- _Work required_: Extract the lines up to and including the one that contains "function drawText(font, color, halo, rows, align", starting with the first line of the entries below, and omit the pictures.

- _Provided data_:

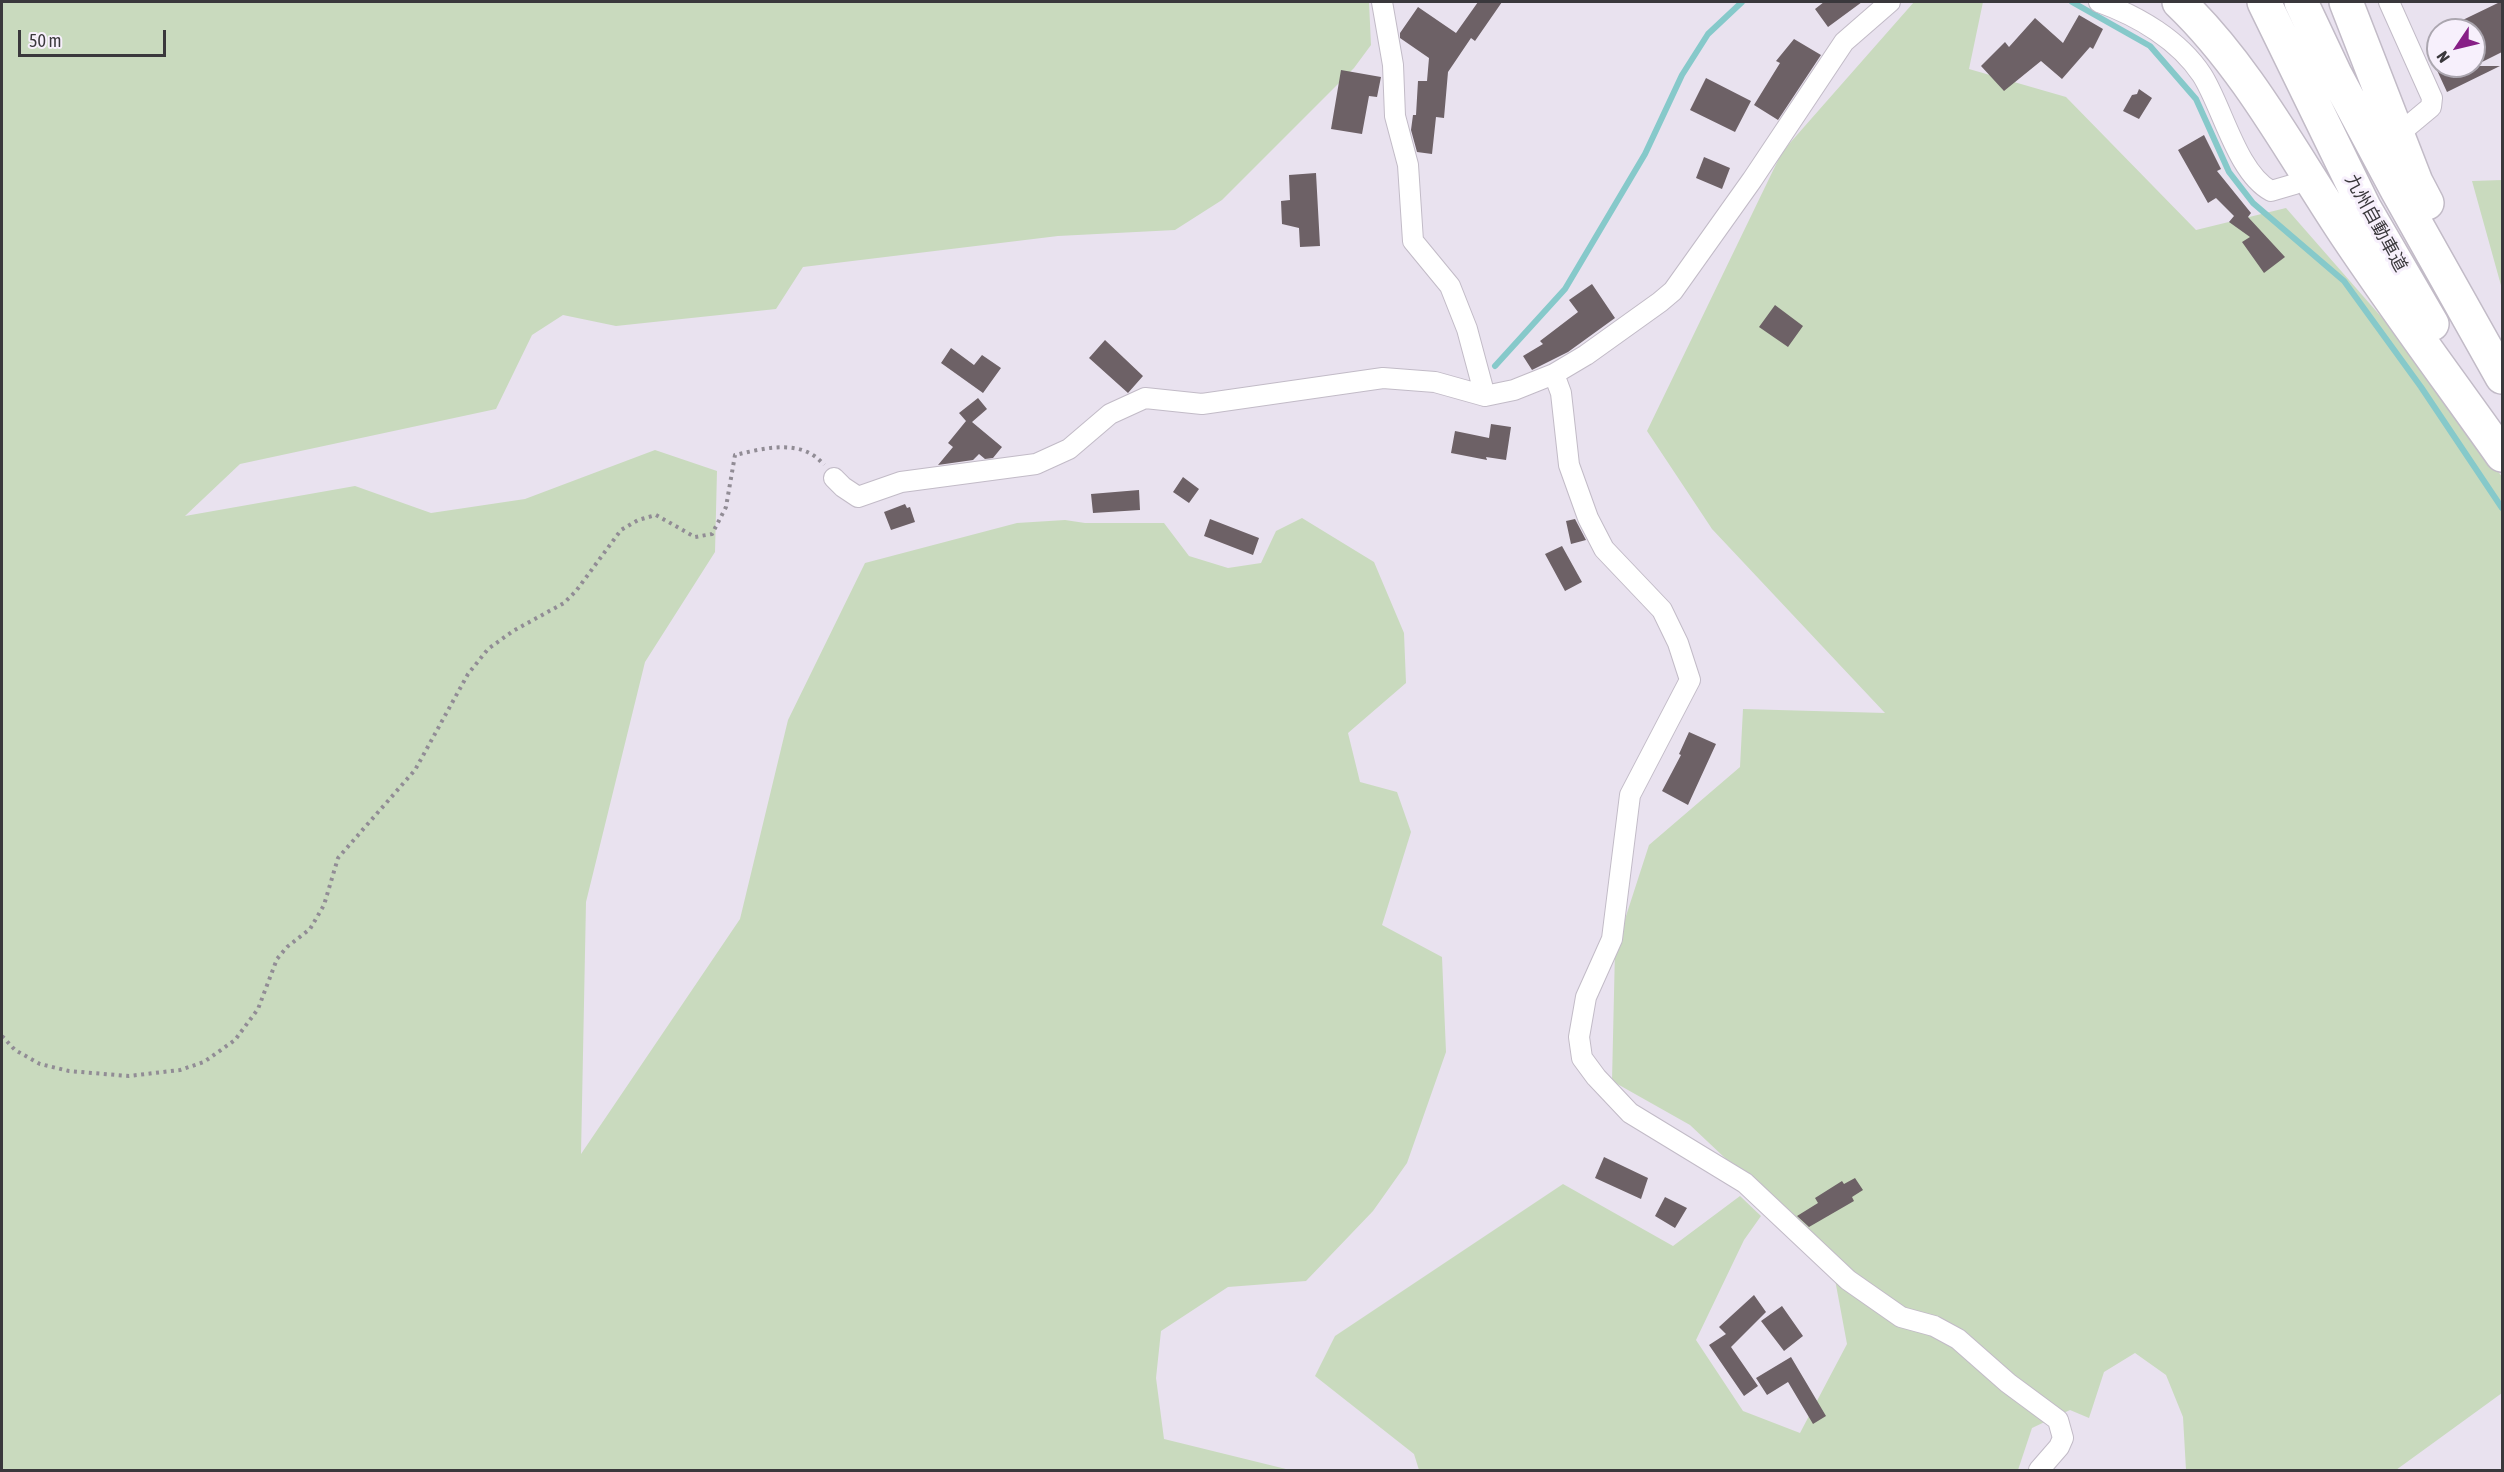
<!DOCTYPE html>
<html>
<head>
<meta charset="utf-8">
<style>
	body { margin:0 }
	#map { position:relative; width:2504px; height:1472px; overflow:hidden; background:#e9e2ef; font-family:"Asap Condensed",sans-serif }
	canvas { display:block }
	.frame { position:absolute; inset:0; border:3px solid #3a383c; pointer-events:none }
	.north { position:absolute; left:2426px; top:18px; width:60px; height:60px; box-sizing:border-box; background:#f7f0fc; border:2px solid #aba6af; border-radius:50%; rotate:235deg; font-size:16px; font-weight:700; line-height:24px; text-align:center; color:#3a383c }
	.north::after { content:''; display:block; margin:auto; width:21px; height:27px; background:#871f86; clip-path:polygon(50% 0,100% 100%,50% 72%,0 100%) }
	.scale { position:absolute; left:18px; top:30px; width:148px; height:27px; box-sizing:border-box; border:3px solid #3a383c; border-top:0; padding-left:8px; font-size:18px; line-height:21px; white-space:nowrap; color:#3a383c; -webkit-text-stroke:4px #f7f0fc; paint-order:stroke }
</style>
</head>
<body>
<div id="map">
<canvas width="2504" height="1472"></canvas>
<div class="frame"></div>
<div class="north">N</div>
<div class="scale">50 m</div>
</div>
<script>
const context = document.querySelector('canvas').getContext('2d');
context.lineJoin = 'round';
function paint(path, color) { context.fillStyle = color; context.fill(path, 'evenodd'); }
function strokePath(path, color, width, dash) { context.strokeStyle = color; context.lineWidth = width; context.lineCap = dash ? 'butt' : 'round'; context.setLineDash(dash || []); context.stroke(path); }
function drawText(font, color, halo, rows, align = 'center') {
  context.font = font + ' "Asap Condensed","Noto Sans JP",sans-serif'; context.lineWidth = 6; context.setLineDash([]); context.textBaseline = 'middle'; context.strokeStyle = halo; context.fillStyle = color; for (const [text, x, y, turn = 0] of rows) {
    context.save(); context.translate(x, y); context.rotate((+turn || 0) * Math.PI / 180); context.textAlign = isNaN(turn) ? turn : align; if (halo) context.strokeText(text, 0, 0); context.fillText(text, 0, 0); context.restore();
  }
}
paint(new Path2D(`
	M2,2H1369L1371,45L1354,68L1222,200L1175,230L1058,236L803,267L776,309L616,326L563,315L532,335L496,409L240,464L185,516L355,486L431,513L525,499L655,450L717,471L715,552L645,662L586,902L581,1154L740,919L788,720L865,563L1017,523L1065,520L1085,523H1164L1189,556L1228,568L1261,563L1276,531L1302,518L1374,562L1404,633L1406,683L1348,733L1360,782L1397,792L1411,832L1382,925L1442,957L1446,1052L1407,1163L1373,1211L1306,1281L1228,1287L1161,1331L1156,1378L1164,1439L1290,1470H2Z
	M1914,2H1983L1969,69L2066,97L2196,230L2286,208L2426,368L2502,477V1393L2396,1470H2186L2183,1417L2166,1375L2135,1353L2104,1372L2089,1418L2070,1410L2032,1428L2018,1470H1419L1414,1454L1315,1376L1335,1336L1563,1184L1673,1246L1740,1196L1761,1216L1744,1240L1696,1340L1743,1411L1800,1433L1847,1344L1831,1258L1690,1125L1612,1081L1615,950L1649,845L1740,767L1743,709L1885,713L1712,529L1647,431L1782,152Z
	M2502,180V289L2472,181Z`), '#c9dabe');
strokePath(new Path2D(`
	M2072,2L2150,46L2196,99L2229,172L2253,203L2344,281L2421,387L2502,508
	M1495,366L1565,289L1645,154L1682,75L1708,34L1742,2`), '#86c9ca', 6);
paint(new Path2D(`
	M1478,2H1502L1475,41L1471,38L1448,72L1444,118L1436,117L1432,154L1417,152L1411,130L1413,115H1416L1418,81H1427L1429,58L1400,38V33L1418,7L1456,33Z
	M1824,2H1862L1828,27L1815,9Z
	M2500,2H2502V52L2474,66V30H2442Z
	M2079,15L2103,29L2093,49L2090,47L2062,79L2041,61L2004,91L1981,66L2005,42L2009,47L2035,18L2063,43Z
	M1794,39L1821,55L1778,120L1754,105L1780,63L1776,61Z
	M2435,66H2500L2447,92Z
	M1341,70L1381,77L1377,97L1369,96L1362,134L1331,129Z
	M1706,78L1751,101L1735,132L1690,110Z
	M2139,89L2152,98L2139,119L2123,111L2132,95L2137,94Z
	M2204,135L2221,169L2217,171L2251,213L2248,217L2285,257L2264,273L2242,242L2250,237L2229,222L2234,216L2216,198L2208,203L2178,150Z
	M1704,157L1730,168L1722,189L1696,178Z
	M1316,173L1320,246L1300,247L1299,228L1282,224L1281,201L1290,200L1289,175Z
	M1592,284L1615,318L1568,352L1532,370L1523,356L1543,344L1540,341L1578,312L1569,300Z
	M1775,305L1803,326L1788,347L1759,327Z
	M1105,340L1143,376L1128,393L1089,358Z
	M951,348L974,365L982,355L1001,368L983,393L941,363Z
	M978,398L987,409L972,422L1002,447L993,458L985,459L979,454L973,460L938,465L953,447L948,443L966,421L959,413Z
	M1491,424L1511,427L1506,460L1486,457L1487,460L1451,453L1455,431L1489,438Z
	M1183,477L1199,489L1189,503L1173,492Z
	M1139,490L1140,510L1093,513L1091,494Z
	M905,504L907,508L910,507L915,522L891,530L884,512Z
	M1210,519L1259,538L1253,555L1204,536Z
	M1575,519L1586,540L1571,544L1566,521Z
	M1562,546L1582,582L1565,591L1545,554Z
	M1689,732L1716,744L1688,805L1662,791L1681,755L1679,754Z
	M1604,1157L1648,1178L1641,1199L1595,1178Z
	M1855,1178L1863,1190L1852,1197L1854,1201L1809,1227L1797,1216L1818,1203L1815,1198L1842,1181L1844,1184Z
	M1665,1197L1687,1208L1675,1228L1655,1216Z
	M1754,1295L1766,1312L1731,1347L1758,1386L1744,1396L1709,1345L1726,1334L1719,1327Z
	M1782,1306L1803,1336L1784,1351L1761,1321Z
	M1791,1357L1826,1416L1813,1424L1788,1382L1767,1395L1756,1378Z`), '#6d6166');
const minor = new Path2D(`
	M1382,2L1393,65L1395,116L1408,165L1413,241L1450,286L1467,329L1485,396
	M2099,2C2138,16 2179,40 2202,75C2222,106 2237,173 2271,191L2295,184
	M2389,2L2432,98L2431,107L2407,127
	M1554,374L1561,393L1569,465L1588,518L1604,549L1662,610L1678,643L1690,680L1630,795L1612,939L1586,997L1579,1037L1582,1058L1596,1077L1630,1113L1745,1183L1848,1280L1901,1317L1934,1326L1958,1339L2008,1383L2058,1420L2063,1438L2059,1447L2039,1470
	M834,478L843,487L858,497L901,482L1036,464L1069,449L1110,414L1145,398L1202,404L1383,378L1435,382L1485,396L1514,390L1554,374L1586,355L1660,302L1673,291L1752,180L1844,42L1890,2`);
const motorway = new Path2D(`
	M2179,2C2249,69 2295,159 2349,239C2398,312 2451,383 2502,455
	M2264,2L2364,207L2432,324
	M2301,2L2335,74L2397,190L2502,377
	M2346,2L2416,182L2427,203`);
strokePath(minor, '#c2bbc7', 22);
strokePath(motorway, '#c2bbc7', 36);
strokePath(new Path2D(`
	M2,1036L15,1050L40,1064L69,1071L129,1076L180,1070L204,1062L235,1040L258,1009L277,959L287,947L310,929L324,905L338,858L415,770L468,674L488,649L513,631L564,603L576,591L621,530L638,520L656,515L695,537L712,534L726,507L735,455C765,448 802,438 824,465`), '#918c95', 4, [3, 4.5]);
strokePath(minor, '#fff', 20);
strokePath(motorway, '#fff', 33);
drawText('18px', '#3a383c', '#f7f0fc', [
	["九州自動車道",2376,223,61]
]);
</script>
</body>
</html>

- _Result_:
<!DOCTYPE html>
<html>
<head>
<meta charset="utf-8">
<style>
	body { margin:0 }
	#map { position:relative; width:2504px; height:1472px; overflow:hidden; background:#e9e2ef; font-family:"Asap Condensed",sans-serif }
	canvas { display:block }
	.frame { position:absolute; inset:0; border:3px solid #3a383c; pointer-events:none }
	.north { position:absolute; left:2426px; top:18px; width:60px; height:60px; box-sizing:border-box; background:#f7f0fc; border:2px solid #aba6af; border-radius:50%; rotate:235deg; font-size:16px; font-weight:700; line-height:24px; text-align:center; color:#3a383c }
	.north::after { content:''; display:block; margin:auto; width:21px; height:27px; background:#871f86; clip-path:polygon(50% 0,100% 100%,50% 72%,0 100%) }
	.scale { position:absolute; left:18px; top:30px; width:148px; height:27px; box-sizing:border-box; border:3px solid #3a383c; border-top:0; padding-left:8px; font-size:18px; line-height:21px; white-space:nowrap; color:#3a383c; -webkit-text-stroke:4px #f7f0fc; paint-order:stroke }
</style>
</head>
<body>
<div id="map">
<canvas width="2504" height="1472"></canvas>
<div class="frame"></div>
<div class="north">N</div>
<div class="scale">50 m</div>
</div>
<script>
const context = document.querySelector('canvas').getContext('2d');
context.lineJoin = 'round';
function paint(path, color) { context.fillStyle = color; context.fill(path, 'evenodd'); }
function strokePath(path, color, width, dash) { context.strokeStyle = color; context.lineWidth = width; context.lineCap = dash ? 'butt' : 'round'; context.setLineDash(dash || []); context.stroke(path); }
function drawText(font, color, halo, rows, align = 'center') {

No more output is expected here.